### Data under study

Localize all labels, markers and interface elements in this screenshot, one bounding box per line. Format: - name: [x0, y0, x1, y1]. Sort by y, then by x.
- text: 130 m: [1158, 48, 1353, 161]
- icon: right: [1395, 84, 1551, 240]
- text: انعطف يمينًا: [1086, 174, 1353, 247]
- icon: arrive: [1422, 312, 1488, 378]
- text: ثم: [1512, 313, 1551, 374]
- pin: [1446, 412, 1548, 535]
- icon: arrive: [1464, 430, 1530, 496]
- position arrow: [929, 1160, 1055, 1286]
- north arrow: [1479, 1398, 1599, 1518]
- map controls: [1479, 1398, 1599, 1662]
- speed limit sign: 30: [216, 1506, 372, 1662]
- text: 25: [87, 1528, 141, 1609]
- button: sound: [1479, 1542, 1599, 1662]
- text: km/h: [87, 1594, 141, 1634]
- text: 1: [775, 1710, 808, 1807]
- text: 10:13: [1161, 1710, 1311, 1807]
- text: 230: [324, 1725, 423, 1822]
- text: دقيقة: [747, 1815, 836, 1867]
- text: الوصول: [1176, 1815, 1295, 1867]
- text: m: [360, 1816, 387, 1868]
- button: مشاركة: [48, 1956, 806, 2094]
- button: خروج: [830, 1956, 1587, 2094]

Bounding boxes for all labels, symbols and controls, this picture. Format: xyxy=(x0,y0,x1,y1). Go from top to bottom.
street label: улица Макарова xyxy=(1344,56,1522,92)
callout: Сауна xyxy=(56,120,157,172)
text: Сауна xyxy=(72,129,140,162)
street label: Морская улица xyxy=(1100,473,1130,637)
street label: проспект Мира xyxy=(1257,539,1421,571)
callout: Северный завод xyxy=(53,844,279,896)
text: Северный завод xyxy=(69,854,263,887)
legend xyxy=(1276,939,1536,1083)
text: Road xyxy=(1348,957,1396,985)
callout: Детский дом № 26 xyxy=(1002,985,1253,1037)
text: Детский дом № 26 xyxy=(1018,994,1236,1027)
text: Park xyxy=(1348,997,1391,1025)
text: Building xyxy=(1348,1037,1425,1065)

######

What to work on. Write the records out in full, exactly as they read above.

Final answer.
Localize all labels, markers and interface elements in this screenshot, one bounding box per line. Format: - name: [x0, y0, x1, y1]. Sort by y, then by x.
- text: 130 m: [1158, 48, 1353, 161]
- icon: right: [1395, 84, 1551, 240]
- text: انعطف يمينًا: [1086, 174, 1353, 247]
- icon: arrive: [1422, 312, 1488, 378]
- text: ثم: [1512, 313, 1551, 374]
- pin: [1446, 412, 1548, 535]
- icon: arrive: [1464, 430, 1530, 496]
- position arrow: [929, 1160, 1055, 1286]
- north arrow: [1479, 1398, 1599, 1518]
- map controls: [1479, 1398, 1599, 1662]
- speed limit sign: 30: [216, 1506, 372, 1662]
- text: 25: [87, 1528, 141, 1609]
- button: sound: [1479, 1542, 1599, 1662]
- text: km/h: [87, 1594, 141, 1634]
- text: 1: [775, 1710, 808, 1807]
- text: 10:13: [1161, 1710, 1311, 1807]
- text: 230: [324, 1725, 423, 1822]
- text: دقيقة: [747, 1815, 836, 1867]
- text: الوصول: [1176, 1815, 1295, 1867]
- text: m: [360, 1816, 387, 1868]
- button: مشاركة: [48, 1956, 806, 2094]
- button: خروج: [830, 1956, 1587, 2094]

Bounding boxes for all labels, symbols and controls, this picture. Format: xyxy=(x0,y0,x1,y1). Go from top to bottom.
street label: улица Макарова xyxy=(1344,56,1522,92)
callout: Сауна xyxy=(56,120,157,172)
text: Сауна xyxy=(72,129,140,162)
street label: Морская улица xyxy=(1100,473,1130,637)
street label: проспект Мира xyxy=(1257,539,1421,571)
callout: Северный завод xyxy=(53,844,279,896)
text: Северный завод xyxy=(69,854,263,887)
legend xyxy=(1276,939,1536,1083)
text: Road xyxy=(1348,957,1396,985)
callout: Детский дом № 26 xyxy=(1002,985,1253,1037)
text: Детский дом № 26 xyxy=(1018,994,1236,1027)
text: Park xyxy=(1348,997,1391,1025)
text: Building xyxy=(1348,1037,1425,1065)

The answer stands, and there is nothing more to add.